Es la flor que más se cultiva y la que cuenta con más entusiastas en todo el mundo. Presente o nombrada en casi toda expresión artística desde las civilizaciones más antiguas, no sabemos con certeza desde cuándo existe, pero nadie ignora la admiración que despiertan su belleza y su perfume. Aunque originaria del hemisferio norte (principalmente de China y Europa), hoy se encuentra en jardines de todo del planeta.

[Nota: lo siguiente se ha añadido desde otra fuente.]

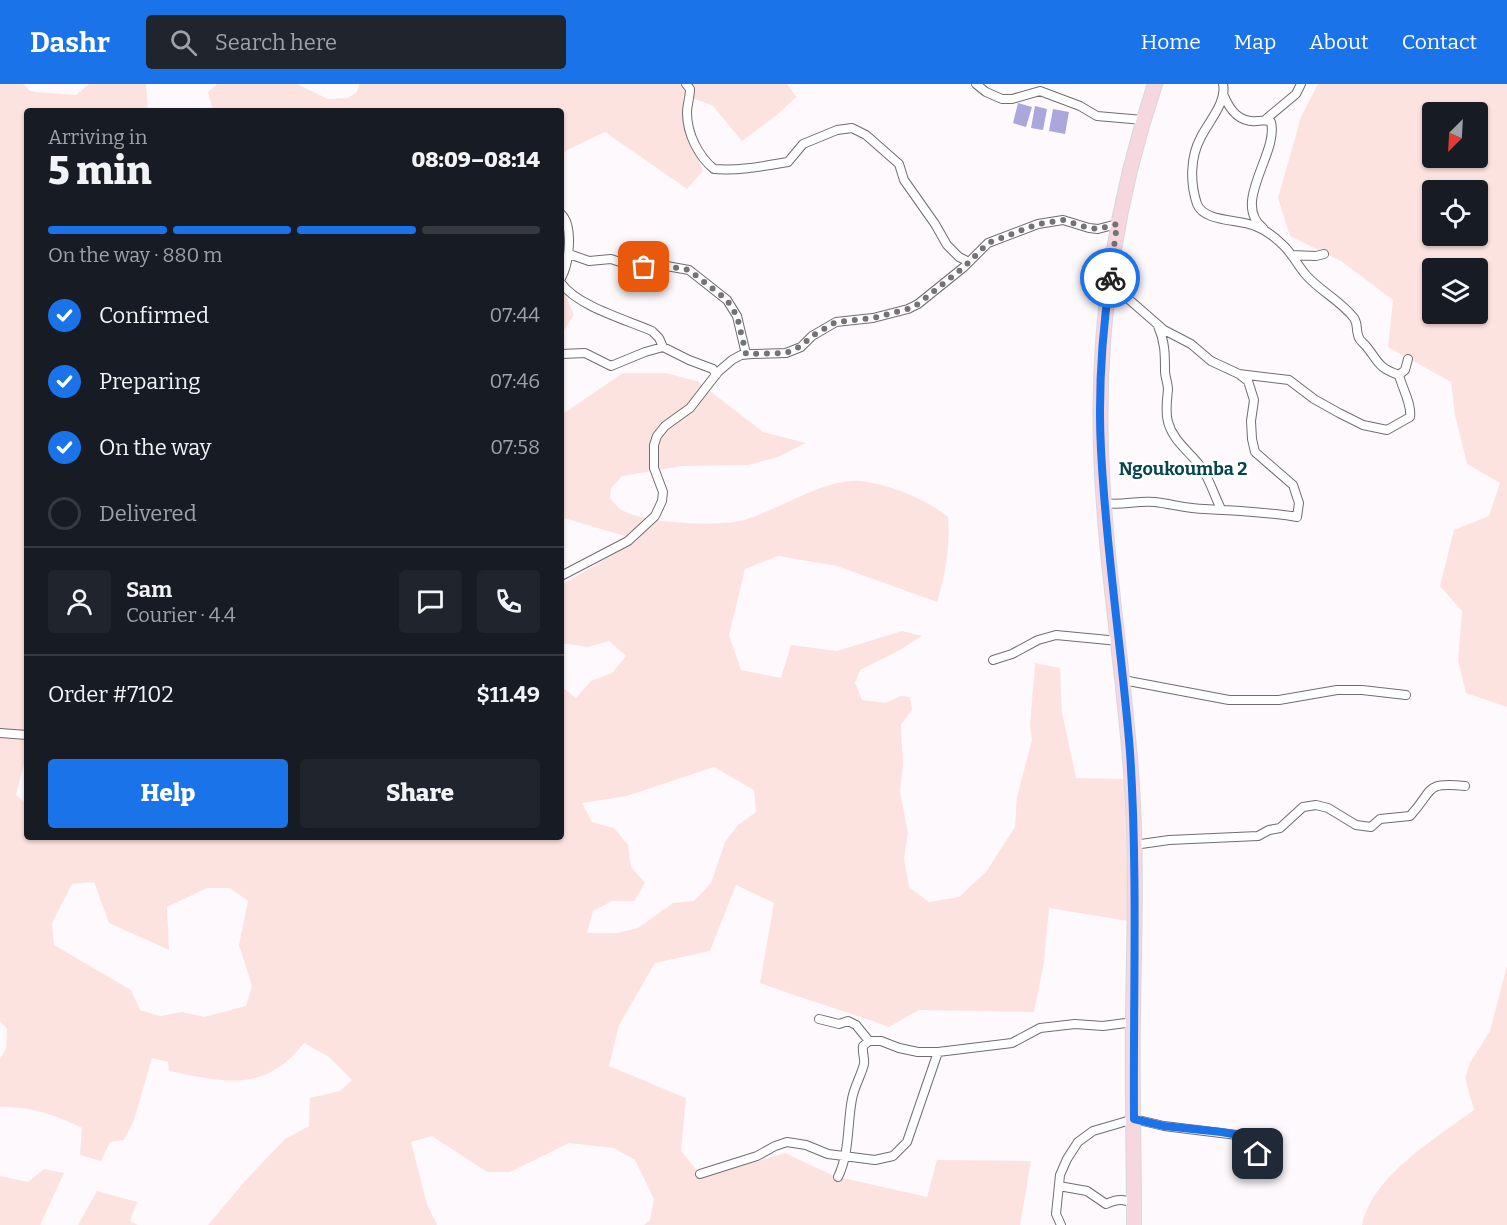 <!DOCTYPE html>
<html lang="en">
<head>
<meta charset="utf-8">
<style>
  :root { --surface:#171b24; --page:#20242c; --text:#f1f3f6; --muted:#9ea1a6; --line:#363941; --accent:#1a73e8 }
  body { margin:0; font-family:Bitter,serif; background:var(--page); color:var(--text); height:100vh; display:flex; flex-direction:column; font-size:22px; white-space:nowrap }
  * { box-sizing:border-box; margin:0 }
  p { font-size:20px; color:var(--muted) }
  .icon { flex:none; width:33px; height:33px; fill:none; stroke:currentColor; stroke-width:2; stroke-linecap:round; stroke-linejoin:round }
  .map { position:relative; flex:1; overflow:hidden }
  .panel { position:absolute; left:24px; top:24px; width:540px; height:732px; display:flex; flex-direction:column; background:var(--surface); border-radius:6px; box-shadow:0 2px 4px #0004 }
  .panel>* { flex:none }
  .needle { width:39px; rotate:204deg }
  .tools { position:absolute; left:1422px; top:18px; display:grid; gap:12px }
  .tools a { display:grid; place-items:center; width:66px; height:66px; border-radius:6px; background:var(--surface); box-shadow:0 2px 4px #0004; font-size:30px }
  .pin { position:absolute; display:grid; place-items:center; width:51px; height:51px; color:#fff; margin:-26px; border-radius:12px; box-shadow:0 3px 9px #0006 }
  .courier { position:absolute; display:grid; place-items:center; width:60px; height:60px; margin:-30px; border:4px solid #1a73e8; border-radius:50%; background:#fff; color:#222; box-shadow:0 2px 8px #0007 }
  .overview em { font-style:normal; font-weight:800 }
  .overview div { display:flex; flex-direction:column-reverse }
  .overview { display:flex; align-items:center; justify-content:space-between; height:102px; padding:0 24px }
  h1 { font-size:39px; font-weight:800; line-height:45px }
  .bar { display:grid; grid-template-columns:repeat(4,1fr); gap:9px 6px; align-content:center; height:72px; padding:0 24px }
  .bar i { height:8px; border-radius:4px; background:var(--line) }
  .bar .current { background:var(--accent) }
  .bar p { grid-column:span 4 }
  .line { display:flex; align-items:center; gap:15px; padding:0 24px; border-top:2px solid var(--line) }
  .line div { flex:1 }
  .round { display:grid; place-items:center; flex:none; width:63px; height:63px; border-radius:6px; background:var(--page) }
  ol { padding:0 24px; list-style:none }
  li { display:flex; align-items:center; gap:18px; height:66px }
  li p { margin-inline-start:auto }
  li .icon { padding:6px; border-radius:50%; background:var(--accent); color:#fff; stroke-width:4 }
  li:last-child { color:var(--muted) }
  li i { width:33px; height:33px; border:3px solid var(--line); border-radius:50% }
  .button { display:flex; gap:12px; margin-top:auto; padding:12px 24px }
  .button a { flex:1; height:69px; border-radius:6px; background:var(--accent); color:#fff; font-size:24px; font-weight:800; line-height:69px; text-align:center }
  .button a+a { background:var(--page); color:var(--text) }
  header { display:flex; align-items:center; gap:36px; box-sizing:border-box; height:84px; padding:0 30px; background:var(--accent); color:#fff }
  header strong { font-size:28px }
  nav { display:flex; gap:33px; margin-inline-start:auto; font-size:21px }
  .search { width:420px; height:54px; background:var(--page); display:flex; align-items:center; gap:15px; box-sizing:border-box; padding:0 21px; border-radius:6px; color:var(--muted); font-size:22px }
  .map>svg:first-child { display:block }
  .green { fill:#fde3e0; fill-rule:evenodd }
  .water { fill:#aaa7dc }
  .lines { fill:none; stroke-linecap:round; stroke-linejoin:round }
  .minor-casing { stroke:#716d70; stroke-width:10 }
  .primary-casing { stroke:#d9d8d9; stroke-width:16 }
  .minor { stroke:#fff; stroke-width:8 }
  .primary { stroke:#f6d6df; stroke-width:14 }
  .done { stroke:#757274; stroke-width:6; stroke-dasharray:0 10.8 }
  .route { stroke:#1a73e8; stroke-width:8 }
  .labels { text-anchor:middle; stroke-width:5; stroke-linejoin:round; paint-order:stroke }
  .quarter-label { font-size:18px; font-weight:bold; fill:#06444f; stroke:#fff }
</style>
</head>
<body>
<header>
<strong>Dashr</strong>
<div class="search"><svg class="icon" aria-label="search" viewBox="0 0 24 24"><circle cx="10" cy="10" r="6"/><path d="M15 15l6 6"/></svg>Search here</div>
<nav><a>Home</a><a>Map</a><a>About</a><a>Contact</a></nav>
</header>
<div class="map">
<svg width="1507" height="1141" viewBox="0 0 1507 1141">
  <rect width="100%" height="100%" fill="#fef9fc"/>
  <path class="green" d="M 0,0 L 24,0 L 29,6 L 35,8 L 76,11 L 89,0 L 146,0 L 148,27 L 27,27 L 27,668 L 16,711 L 27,720 L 27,753 L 561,753 L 561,602 L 576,614 L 591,597 L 612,589 L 626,572 L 609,557 L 588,563 L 561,559 L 561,501 L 638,456 L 564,434 L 561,435 L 561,331 L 623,289 L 665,289 L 697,297 L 763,348 L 806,359 L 778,373 L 748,381 L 683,382 L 622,392 L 611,404 L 610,414 C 613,417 616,422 619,424 C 639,440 720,443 744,436 C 779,426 825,394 860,397 C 891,401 924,414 948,433 C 950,463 946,489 937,518 L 837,482 L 778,472 L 745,485 L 729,551 L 741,586 L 781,594 L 791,561 L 837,567 L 902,547 L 922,552 L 900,566 L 860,586 L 855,599 L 862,616 L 885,619 L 901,612 L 910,613 L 912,626 L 901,641 L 903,681 L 900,708 L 908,749 L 904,774 L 909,803 L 929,818 L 959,813 L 986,788 L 1015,743 L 1017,713 L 1032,656 L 1030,642 L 1035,579 L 1060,584 L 1062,628 L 1076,694 L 1125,695 L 1128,837 L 1049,824 L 1044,878 L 1034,928 L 919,926 L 889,943 C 846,927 803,915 760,899 L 774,819 L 736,801 L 710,867 L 655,879 L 619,941 L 609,982 L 686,1014 L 681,1067 L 700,1090 L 712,1091 L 785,1069 L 834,1092 L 927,1113 L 937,1076 L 1031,1077 L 1020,1141 L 644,1141 L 650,1136 L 654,1115 L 635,1076 L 614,1064 L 569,1059 L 510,1088 L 487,1088 L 432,1052 L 411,1058 L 427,1120 L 437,1141 L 208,1141 L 245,1097 L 285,1055 L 309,1042 L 310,1014 L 340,1007 L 352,996 L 329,973 L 304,959 C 264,1010 224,998 169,987 L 168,978 L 152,974 L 134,1036 L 124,1056 L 110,1058 L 101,1077 L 80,1071 L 82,1044 C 56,1031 30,1022 0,1023 L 0,975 L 6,965 L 7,945 L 0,937 ZM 714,683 L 754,706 L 756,728 L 738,741 L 725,758 L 711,799 L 694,817 L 673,819 L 638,844 L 617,849 L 587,849 L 593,827 L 612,817 L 634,817 L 645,799 L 631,783 L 628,761 L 614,744 L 592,738 L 582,719 L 627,712 ZM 94,798 L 109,839 L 169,866 L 167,823 L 207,804 L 230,804 L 248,817 L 239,861 L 252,902 L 246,922 L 204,933 L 182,928 L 160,932 L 140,926 L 131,906 L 54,861 L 52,839 L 72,800 Z
    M 217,0 L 297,0 L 328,15 L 348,14 L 357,8 L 359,0 L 787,0 L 796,13 L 778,30 L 742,57 L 712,21 L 683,11 L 684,41 L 703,87 L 687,105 L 605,48 L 567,66 L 561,72 L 561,27 L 213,27 L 208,8 Z
    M 1318,0 L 1507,0 L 1507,623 L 1466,609 L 1458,577 L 1462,527 L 1440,502 L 1454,446 L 1489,432 L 1500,399 L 1467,380 L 1455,331 L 1451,298 L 1388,263 L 1393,216 L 1341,177 L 1290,152 L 1278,114 L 1301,33 ZM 1432,28 L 1478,28 L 1478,74 L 1432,74 ZM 1432,106 L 1478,106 L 1478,152 L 1432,152 ZM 1432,184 L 1478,184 L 1478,230 L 1432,230 Z
    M 561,206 L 566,212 L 574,231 L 561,251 Z
    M 1507,882 L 1507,1141 L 1362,1141 C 1373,1091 1435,1055 1474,1026 L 1465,994 L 1470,979 L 1490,947 Z
    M 44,1085 L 64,1089 L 40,1141 L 0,1141 L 0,1092 L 28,1098 Z
    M 97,1107 L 137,1118 L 130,1137 L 138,1141 L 78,1141 Z"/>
  <path class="water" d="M 1018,19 L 1032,23 L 1026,43 L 1013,39 Z
    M 1035,22 L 1047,25 L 1043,46 L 1031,44 Z
    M 1053,25 L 1069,28 L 1065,50 L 1049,47 Z"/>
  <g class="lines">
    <g class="minor-casing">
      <path id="minor" d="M 686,0 L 690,5 C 690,13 687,21 687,29 C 687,50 699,73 714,85 C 739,87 764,82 788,78 L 803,60 L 837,46 L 852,44 L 866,51 L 899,80 L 904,96 L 935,140 L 947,161 L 959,173 L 969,178
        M 976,0 L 986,8 L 1002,15 L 1012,15 L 1040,7 L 1080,22 L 1097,32 L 1143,36
        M 1223,0 C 1227,18 1209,37 1201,53 C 1190,73 1190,99 1197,120 C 1204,138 1238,135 1255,142 C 1266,146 1276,154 1284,162 C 1293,171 1298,182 1306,191 C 1320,207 1341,217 1354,234 C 1358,240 1356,245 1358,251 C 1359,257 1363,258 1366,262 C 1379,278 1377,283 1399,291
        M 1224,12 C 1230,26 1239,39 1257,37 C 1263,37 1265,35 1271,38 C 1279,69 1231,119 1263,144
        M 1266,35 L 1296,10 L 1301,0
        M 561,130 C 574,142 569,180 561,194
        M 569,170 L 589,177 L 611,175 L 632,182 L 661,181 L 689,186 L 727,216 L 737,232 L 746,270
        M 1292,171 L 1316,172 L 1324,170
        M 561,199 C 577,222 627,236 652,247 L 659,254 L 663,263
        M 1158,242 C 1165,258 1165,270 1165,287 C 1165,293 1168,299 1168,306 C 1167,316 1165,327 1168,338 C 1173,357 1190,368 1201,383 C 1210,396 1214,411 1221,425
        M 561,270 L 585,269 L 611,282 L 645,268 L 663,263 L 689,276 L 713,285 L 716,291
        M 1239,290 L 1289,296 L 1314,315 L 1339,329 L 1363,341 L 1387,346 L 1410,333 C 1412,320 1402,304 1399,291
        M 1399,291 L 1405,286 L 1408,275
        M 1104,419 C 1122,422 1137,416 1155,418 C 1172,420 1188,425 1205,425 C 1236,427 1267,428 1297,433 L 1299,419 L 1293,401 L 1255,368 L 1252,355 L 1251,337 L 1254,316 L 1248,297 L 1239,290 L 1211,277 L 1191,260 L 1164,246 L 1109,198
        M 561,492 L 628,457 L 655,432 L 662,417 L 663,408 L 654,384 L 654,361 L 657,352 L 665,342 L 690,324 L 718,288 L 732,276 L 741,271 L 752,270 L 786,269 L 801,263 L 812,252 L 836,238 L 873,234 L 908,225 L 918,220 L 964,183 L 988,159 L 1038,140 L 1063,136 L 1089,144 L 1098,145 L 1117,140
        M 993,576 L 1012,570 L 1038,556 L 1056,551 L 1119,557
        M 1123,596 L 1229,616 L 1279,616 L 1337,606 L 1362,606 L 1406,611
        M 0,649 L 27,651
        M 1134,761 L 1169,756 L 1258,752 L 1269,746 L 1280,744 L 1303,723 L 1316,721 L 1328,724 L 1356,741 L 1371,743 L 1380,735 L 1410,732 C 1435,705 1423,698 1465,702
        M 819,935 L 839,940 L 848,937 L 856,941 L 869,957
        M 700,1090 L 757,1072 L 775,1062 L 787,1058 L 806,1061 L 828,1070 L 875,1076 L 893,1072 L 907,1058 L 938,968
        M 838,1093 C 850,1068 847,1041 852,1015 C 854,1003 861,992 864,980 C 865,974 862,969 863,962 L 869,957 L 881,957 L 899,964 L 918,968 L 938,968 L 1012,959 L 1040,944 L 1075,940 L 1103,942 L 1133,938
        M 1059,1102 L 1087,1107 L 1106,1120 C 1117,1115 1124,1114 1134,1121
        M 1061,1141 L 1056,1130 L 1060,1091 L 1067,1075 L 1078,1058 L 1093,1047 L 1134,1035 L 1164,1042 L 1245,1052 L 1251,1058 L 1258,1070"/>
    </g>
    <g class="primary-casing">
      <path id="primary" d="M 1134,1141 C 1134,1072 1132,1002 1133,933 C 1134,856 1137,779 1132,702 C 1125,589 1104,477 1101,363 C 1097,240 1116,117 1155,0"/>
    </g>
    <use href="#minor" class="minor"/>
    <use href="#primary" class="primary"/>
  </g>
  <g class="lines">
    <path class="done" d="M 644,183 L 661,181 L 689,186 L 727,216 L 737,232 L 746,270 L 786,269 L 801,262 L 812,252 L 836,238 L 873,234 L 908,225 L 918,220 L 964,183 L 988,159 L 1038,140 L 1063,136 L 1089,144 L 1098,145 L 1117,140 L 1110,194"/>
    <path class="route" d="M 1110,194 C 1102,250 1098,309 1101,366 C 1106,467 1122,567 1130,668 C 1138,790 1133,913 1134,1035 L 1164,1042 L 1221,1048 L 1245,1052 L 1258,1070"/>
  </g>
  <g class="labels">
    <g class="quarter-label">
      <text x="1183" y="391">Ngoukoumba 2</text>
    </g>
  </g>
</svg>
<div class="tools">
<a><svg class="needle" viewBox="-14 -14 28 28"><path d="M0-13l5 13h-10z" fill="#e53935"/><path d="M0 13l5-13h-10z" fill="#9ea1a6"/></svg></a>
<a><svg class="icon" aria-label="locate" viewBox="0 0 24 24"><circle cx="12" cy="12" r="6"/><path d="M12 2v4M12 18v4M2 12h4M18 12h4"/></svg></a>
<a><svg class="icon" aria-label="layers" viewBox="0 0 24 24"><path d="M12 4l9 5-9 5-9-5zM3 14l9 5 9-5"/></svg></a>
</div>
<div class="pin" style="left:644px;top:183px;background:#ea580c"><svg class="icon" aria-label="bag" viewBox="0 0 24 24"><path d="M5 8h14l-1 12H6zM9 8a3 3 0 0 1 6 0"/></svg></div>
<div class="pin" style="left:1258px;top:1070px;background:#1f2937"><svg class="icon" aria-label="home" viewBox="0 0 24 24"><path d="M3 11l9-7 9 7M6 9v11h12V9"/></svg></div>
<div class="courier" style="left:1110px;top:194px"><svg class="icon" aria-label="bike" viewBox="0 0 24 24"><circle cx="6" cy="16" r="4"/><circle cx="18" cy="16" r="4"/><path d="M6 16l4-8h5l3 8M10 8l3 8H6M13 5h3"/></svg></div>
<section class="panel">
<div class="overview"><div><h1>5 min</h1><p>Arriving in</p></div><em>08:09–08:14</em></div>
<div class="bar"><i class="current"></i><i class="current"></i><i class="current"></i><i></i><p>On the way · 880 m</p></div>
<ol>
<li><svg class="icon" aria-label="check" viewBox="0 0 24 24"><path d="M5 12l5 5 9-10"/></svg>Confirmed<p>07:44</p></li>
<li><svg class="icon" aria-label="check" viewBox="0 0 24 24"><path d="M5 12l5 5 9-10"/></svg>Preparing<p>07:46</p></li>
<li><svg class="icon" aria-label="check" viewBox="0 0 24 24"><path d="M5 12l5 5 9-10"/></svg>On the way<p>07:58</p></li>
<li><i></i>Delivered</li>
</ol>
<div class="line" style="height:108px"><a class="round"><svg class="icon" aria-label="person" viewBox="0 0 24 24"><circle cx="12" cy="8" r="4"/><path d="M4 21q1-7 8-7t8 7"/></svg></a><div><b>Sam</b><p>Courier · 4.4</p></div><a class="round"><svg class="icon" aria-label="chat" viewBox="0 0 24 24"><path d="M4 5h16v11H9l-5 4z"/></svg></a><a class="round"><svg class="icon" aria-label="phone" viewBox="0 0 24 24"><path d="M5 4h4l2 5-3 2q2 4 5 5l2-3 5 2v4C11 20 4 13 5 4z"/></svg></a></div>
<div class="line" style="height:78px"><div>Order #7102</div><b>$11.49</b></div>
<div class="button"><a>Help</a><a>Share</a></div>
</section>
</div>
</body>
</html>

Las rosas antiguas eran bastante diferentes a la imagen que hoy asociamos típicamente con la rosa. Tenían menos pétalos, más espinas y más perfume; las europeas eran solo de color blanco, rosado o rojo, pues carecían del pigmento amarillo que, en cambio, sí tenían las de China. Fue recién después de los viajes de Marco Polo, cuando se establecen rutas de comercio entre Oriente y Occidente, que se introduce en Europa la rosa amarilla. Algunos historiadores opinan que el nombre “híbrida de té” viene de que las rosas llegaban entre los cargamentos de té chino y estaban impregnadas de ese aroma.
La historia de la rosa cambia a partir de que Jean-Baptiste Guillot registra, en 1867, su primer cultivar, al que nombra ‘La France’. Esa fecha marca el nacimiento de la categoría “rosas modernas” que abarca a todas las híbridas creadas desde entonces, quedando todas las anteriores comprendidas en la categoría de “antiguas”.
Año a año los obtentores de nuevas rosas se esfuerzan por ofrecer variedades más bellas, más exóticas, más perfumadas o simplemente diferentes. A partir de las primeras 100 especies conocidas se han obtenido al día de hoy más de 30.000 cultivares, pero nadie ha logrado crear, todavía, una verdadera rosa azul.

Los rosales son muy agradecidos, con un mínimo de cuidados florecerán. La época en que más se lucen es en octubre y noviembre.
Los rosales llamados reflorecientes vuelven a tener una floración en otoño, pero no nos sorprendamos de que también nos ofrezcan alguna rosa en pleno invierno.
Hoy existe tal variedad de cultivares, que siempre podremos encontrar el que irá bien en nuestro jardín.

Tengamos presente sus tres demandas básicas:
Sol. Los rosales necesitan entre 6 y 7 horas diarias de sol directo. Algunos nuevos cultivares logran florecer aunque reciban menos sol, pero nunca por debajo de 4 horas diarias.
Nutrientes. La producción de su espectacular floración demanda a los rosales un gran esfuerzo, y por eso necesitan buen sustrato y aporte periódico de nutrientes.

Pimpollos con oidio

Cuidados sanitarios. Para mantener la sanidad de nuestros rosales, debemos eliminar las partes enfermas, podar de forma que pueda circular el aire y aplicar fungicidas preventivamente.
Los hongos son los grandes enemigos de las rosas. El oídio y la mancha negra son las enfermedades más comunes y, en menor grado, la botritis o moho gris.

 

 

 

Los vitivinicultores plantan rosales como planta testigo en la cabecera de cada línea de vid, porque saben que son las primeras plantas que se infectan: si encuentran oídio en ellos se apresuran a fumigar las vides para prevenir el contagio.


Escaramujos

Son los frutos de los rosales, muy parecidos a manzanitas y hasta tienen un sabor similar. Es una práctica habitual eliminar las flores una vez que se marchitan, para que la planta no gaste energía en producir frutos que no vamos a aprovechar, y la utilice para florecer nuevamente. Pero los escaramujos tienen también valor decorativo; con sus diferentes formas y tonos de rojo y naranja dan un toque de color al jardín en pleno invierno.
Otro motivo valedero para dejarlos en la planta es que son un excelente alimento para los pájaros, que nos agradecerán visitando nuestro jardín.
Tienen un alto contenido de vitamina C. En Europa, en épocas de escasez de alimentos, los escaramujos fueron usados como fuente de esa vitamina. Desde tiempos remotos se usaron y se siguen usando para hacer mermeladas y jaleas.